Este 2011 –más exactamente, en dos semanas– se conmemora el centenario del nacimiento de José María Arguedas, una oportunidad inmejorable para poner estos temas en debate. La mezquindad de Alan García ha impedido que el Estado consagre –como debió ser– este año a su memoria. Homenajear a Arguedas no le iba a ganar a García la atención que anhela, mientras que poner los reflectores sobre la recuperación de las piezas arqueológicas de Machu Picchu, que retenía la U. de Yale, puede convertirlo en el muerto del velorio; prepárense para ver las primeras planas que le brindará la prensa ayayera.
No hay nada nuevo bajo el sol: hasta aquí García fanfarroneaba afirmando que, aunque no puede lograr que sea presidente quien él quiere, sí puede impedir que lo sea quien él no quiere.
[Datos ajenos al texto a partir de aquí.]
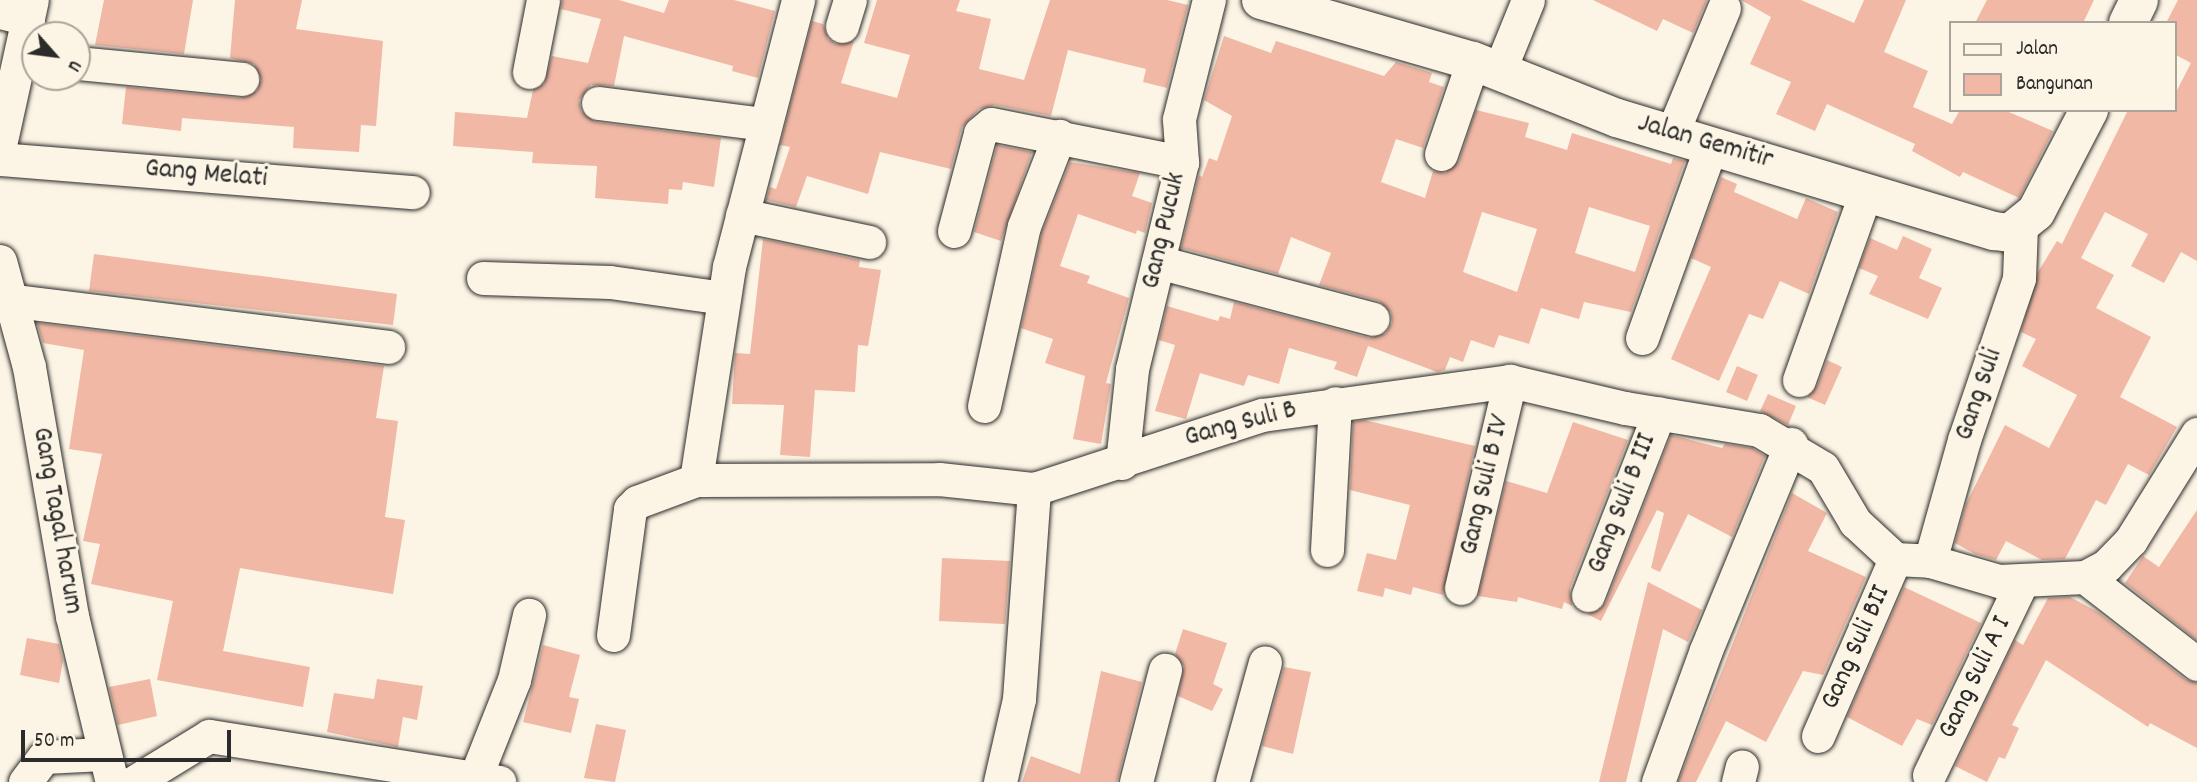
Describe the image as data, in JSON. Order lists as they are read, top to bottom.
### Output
{
  "streets": {
    "street": [
      "Jalan Gemitir",
      "Gang Melati",
      "Gang Pucuk",
      "Gang Suli",
      "Gang Suli B",
      "Gang Suli B IV",
      "Gang Suli B III",
      "Gang Tagal harum",
      "Gang Suli BII",
      "Gang Suli A I"
    ]
  },
  "crossings": [
    ["Jalan Gemitir", "Gang Suli"],
    ["Gang Pucuk", "Gang Suli B"],
    ["Gang Suli B", "Gang Suli B IV"],
    ["Gang Suli B", "Gang Suli B III"],
    ["Gang Suli B", "Gang Suli BII"]
  ],
  "legend": ["Jalan", "Bangunan"],
  "scale_bar": "50 m",
  "north": "bottom right"
}
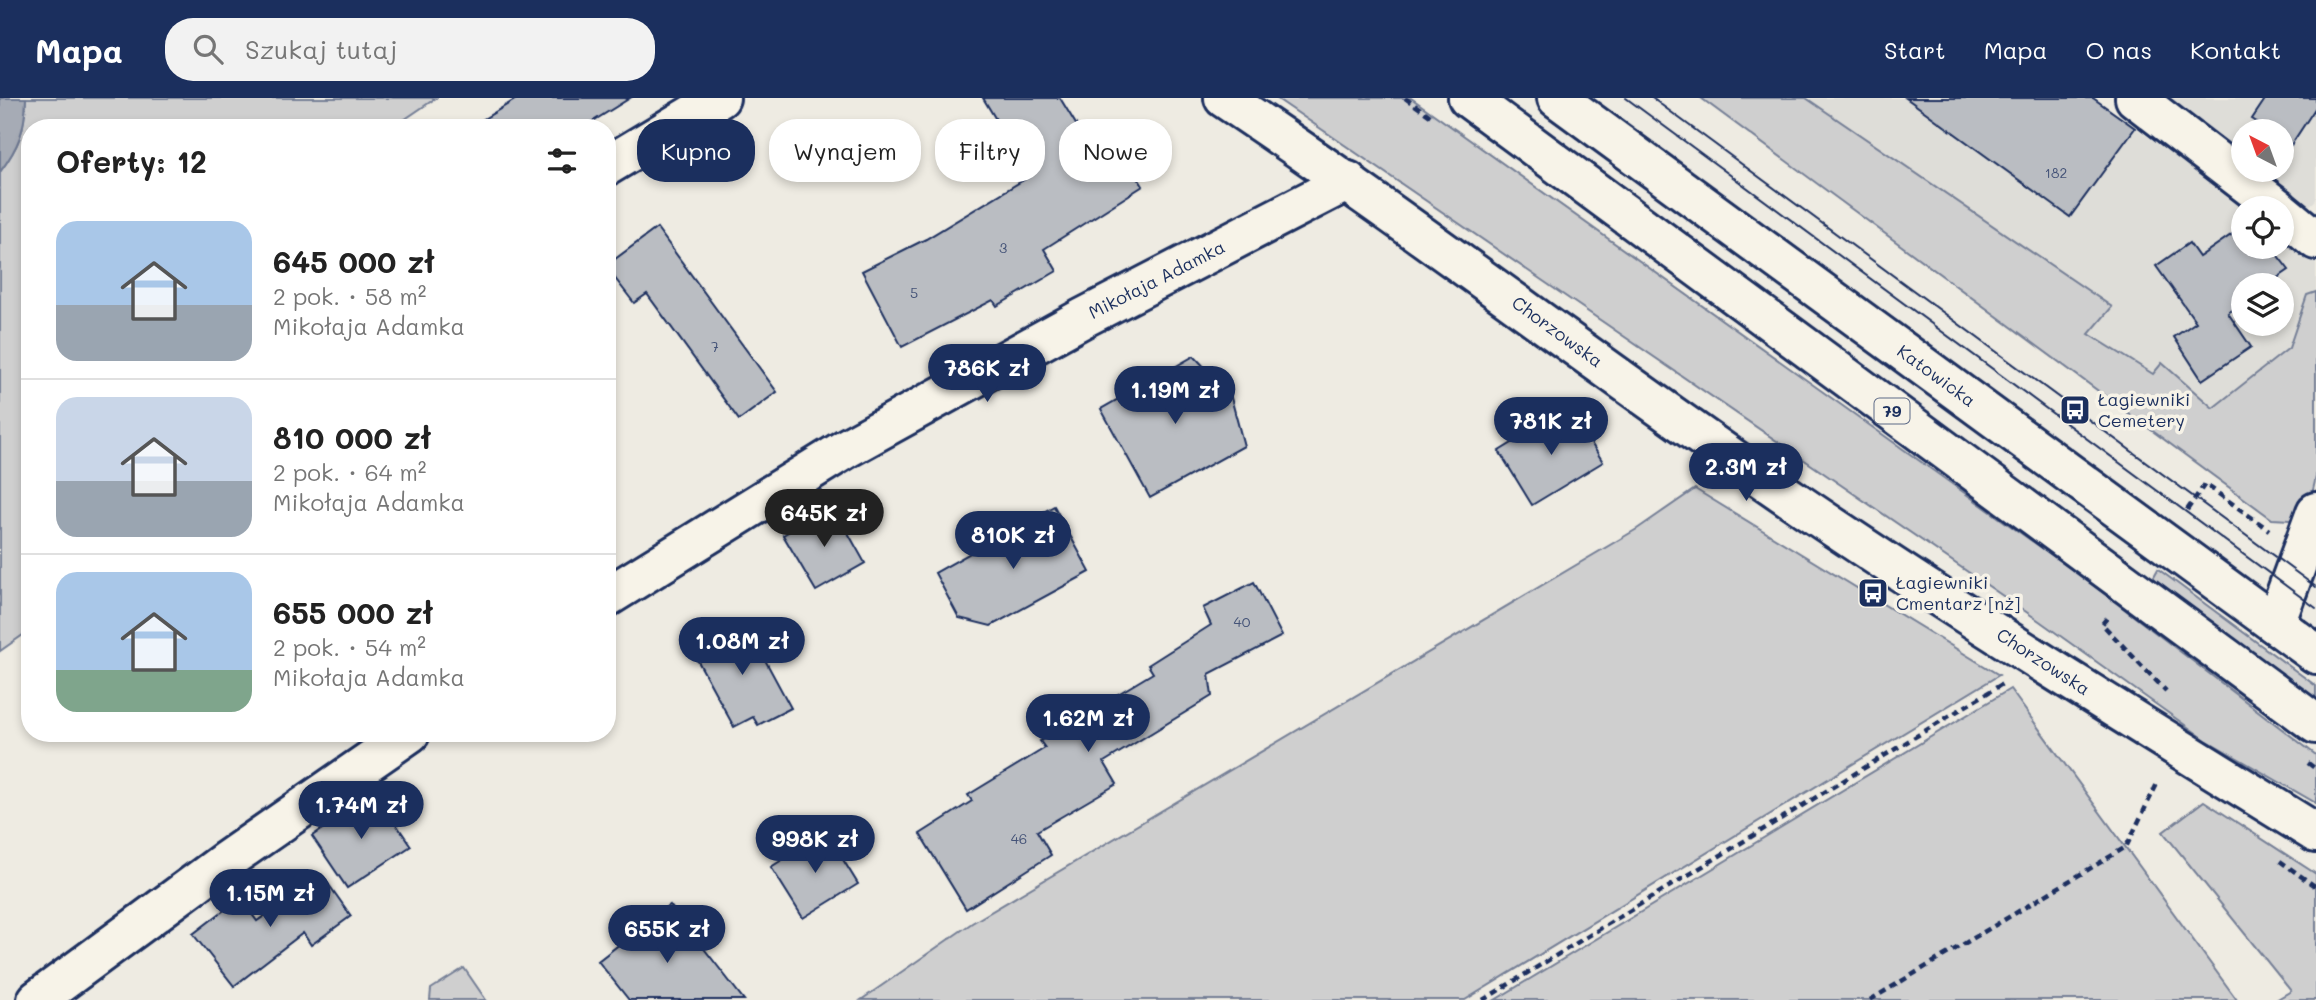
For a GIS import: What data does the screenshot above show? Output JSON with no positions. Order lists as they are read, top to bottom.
{
  "streets": {
    "street": [
      "Mikołaja Adamka",
      "Chorzowska",
      "Katowicka",
      "79"
    ]
  },
  "crossings": [
    ["Mikołaja Adamka", "Chorzowska"]
  ],
  "places": {
    "bus stop": ["Łagiewniki Cemetery", "Łagiewniki Cmentarz [nż]"]
  },
  "house_numbers": [
    "182",
    "3",
    "5",
    "7",
    "40",
    "46"
  ],
  "north": "top left",
  "page": {
    "header": "Mapa",
    "search": "Szukaj tutaj",
    "nav": [
      "Start",
      "Mapa",
      "O nas",
      "Kontakt"
    ],
    "chip": [
      "Kupno",
      "Wynajem",
      "Filtry",
      "Nowe"
    ],
    "heading": "Oferty: 12",
    "list": [
      {
        "name": "645 000 zł",
        "note": "2 pok. · 58 m² · Mikołaja Adamka"
      },
      {
        "name": "810 000 zł",
        "note": "2 pok. · 64 m² · Mikołaja Adamka"
      },
      {
        "name": "655 000 zł",
        "note": "2 pok. · 54 m² · Mikołaja Adamka"
      }
    ],
    "price": [
      "786K zł",
      "1.19M zł",
      "781K zł",
      "2.3M zł",
      "645K zł",
      "810K zł",
      "1.08M zł",
      "1.62M zł",
      "1.74M zł",
      "998K zł",
      "1.15M zł",
      "655K zł"
    ]
  }
}
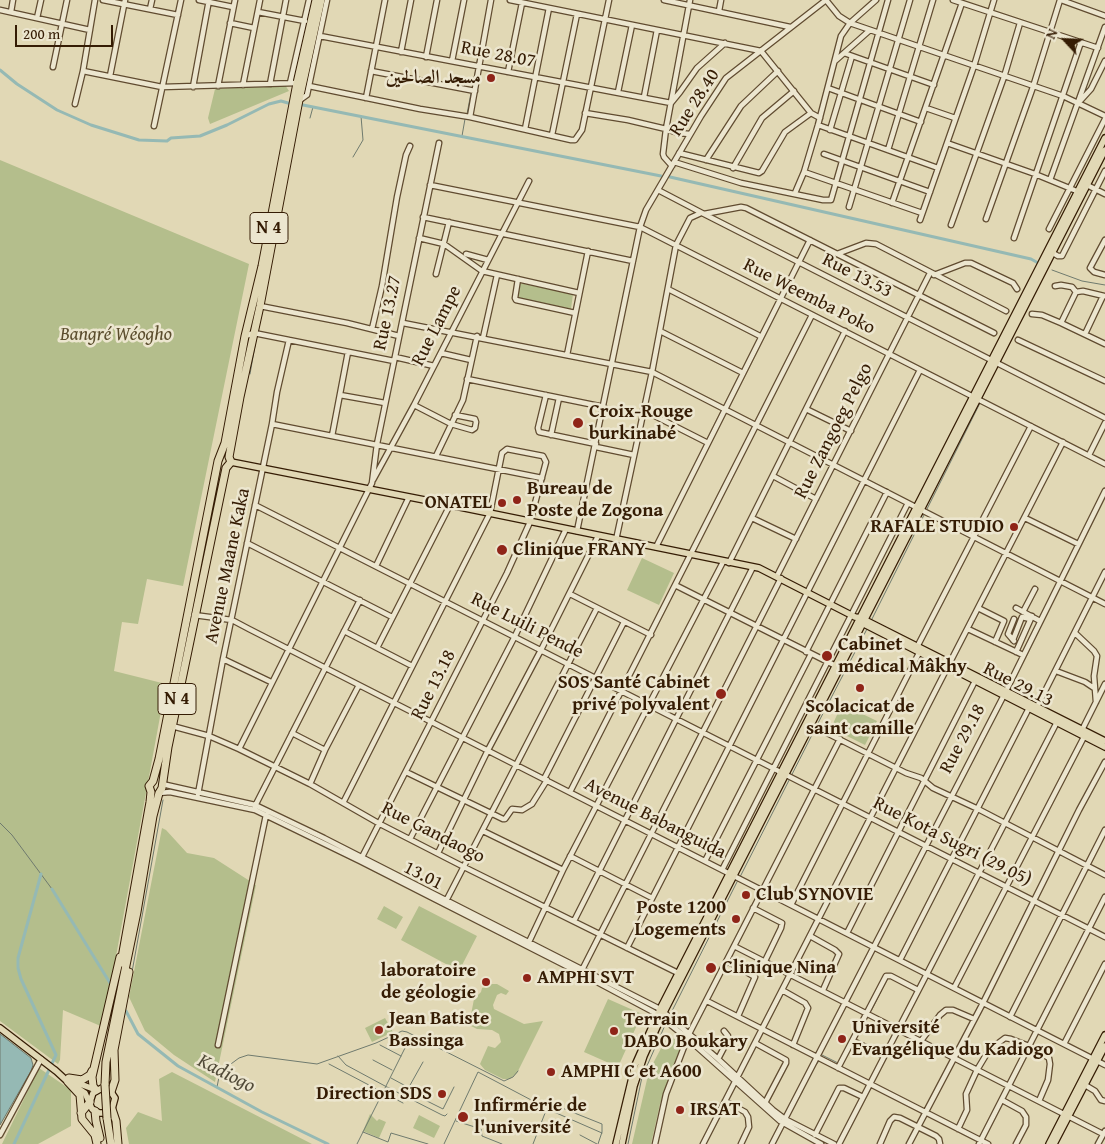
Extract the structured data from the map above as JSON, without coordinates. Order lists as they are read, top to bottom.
{
  "streets": {
    "highway": ["N 4"],
    "main road": ["Rue 29.13"],
    "street": [
      "Rue 28.07",
      "Rue 28.40",
      "Rue 13.53",
      "Rue Weemba Poko",
      "Rue 13.27",
      "Rue Lampe",
      "Rue Zangoeg Pelgo",
      "Avenue Maane Kaka",
      "Rue Luili Pende",
      "Rue 13.18",
      "Rue 29.18",
      "Avenue Babanguida",
      "Rue Gandaogo",
      "Rue Kota Sugri (29.05)",
      "13.01"
    ]
  },
  "crossings": [
    ["Rue 28.40", "Rue 13.53"],
    ["Rue 28.40", "Rue Weemba Poko"],
    ["N 4", "Avenue Babanguida"],
    ["N 4", "Rue Gandaogo"],
    ["N 4", "13.01"],
    ["Rue 13.53", "Rue Zangoeg Pelgo"],
    ["Rue Weemba Poko", "Rue 13.27"],
    ["Rue Weemba Poko", "Rue Lampe"],
    ["Rue Weemba Poko", "Rue Zangoeg Pelgo"],
    ["Rue 13.27", "Rue Lampe"],
    ["Rue Lampe", "Rue Luili Pende"],
    ["Rue Lampe", "Avenue Babanguida"],
    ["Rue Lampe", "Rue Gandaogo"],
    ["Rue Zangoeg Pelgo", "Rue Luili Pende"],
    ["Rue Zangoeg Pelgo", "Avenue Babanguida"],
    ["Rue Zangoeg Pelgo", "Rue Gandaogo"],
    ["Rue Zangoeg Pelgo", "13.01"],
    ["Avenue Maane Kaka", "Rue Luili Pende"],
    ["Avenue Maane Kaka", "Avenue Babanguida"],
    ["Avenue Maane Kaka", "Rue Gandaogo"],
    ["Avenue Maane Kaka", "13.01"],
    ["Rue Luili Pende", "Rue 13.18"],
    ["Rue Luili Pende", "Rue Kota Sugri (29.05)"],
    ["Rue 13.18", "Avenue Babanguida"],
    ["Rue 13.18", "Rue Gandaogo"],
    ["Rue 13.18", "13.01"],
    ["Rue 29.13", "Rue 29.18"],
    ["Rue 29.18", "Avenue Babanguida"],
    ["Rue 29.18", "Rue Kota Sugri (29.05)"]
  ],
  "water": ["Kadiogo"],
  "parks": ["Bangré Wéogho"],
  "places": [
    "مسجد الصالحين",
    "Croix-Rouge burkinabé",
    "Bureau de Poste de Zogona",
    "ONATEL",
    "RAFALE STUDIO",
    "Clinique FRANY",
    "Cabinet médical Mâkhy",
    "Scolacicat de saint camille",
    "SOS Santé Cabinet privé polyvalent",
    "Club SYNOVIE",
    "Poste 1200 Logements",
    "Clinique Nina",
    "AMPHI SVT",
    "laboratoire de géologie",
    "Jean Batiste Bassinga",
    "Terrain DABO Boukary",
    "Université Evangélique du Kadiogo",
    "AMPHI C et A600",
    "Direction SDS",
    "IRSAT",
    "Infirmérie de l'université"
  ],
  "scale_bar": "200 m",
  "north": "top left"
}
Ahora podrá añadir que puede impedir que se homenajee a quien él no quiere. Por suerte el genio de Arguedas está por encima de semejante cicatería.
Las noticias del país son fastuosas: crecimiento económico inédito, superior al 10% el último mes; mejora sustantiva de las condiciones económicas y de empleo de la población; importante afluencia de inversiones extranjeras. Además, la opinión pública unánimemente repudia el rebrote terrorista y respalda al gobierno para combatirlo; se relaja la crítica a la corrupción, pues serían errores propios de quienes ejercen el poder. Estamos bien y esto, lo mejor que tenemos hoy, hay que defenderlo, incluso de nosotros mismos. El radionoticiero me bombardea con el éxito del país, que contrasta con la precariedad de mi situación, caído en un hoyo más profundo esta vez, sin ánimo para levantarme, sin dios alguno. Mi mujer soporta hoy una cruz mayor en sus hombros y, a pesar de ello, sostiene la estabilidad precaria de mi hogar. Soy un lastre pesado. Quisiera haber tenido el valor de irme. Pero no, siempre fui cobarde.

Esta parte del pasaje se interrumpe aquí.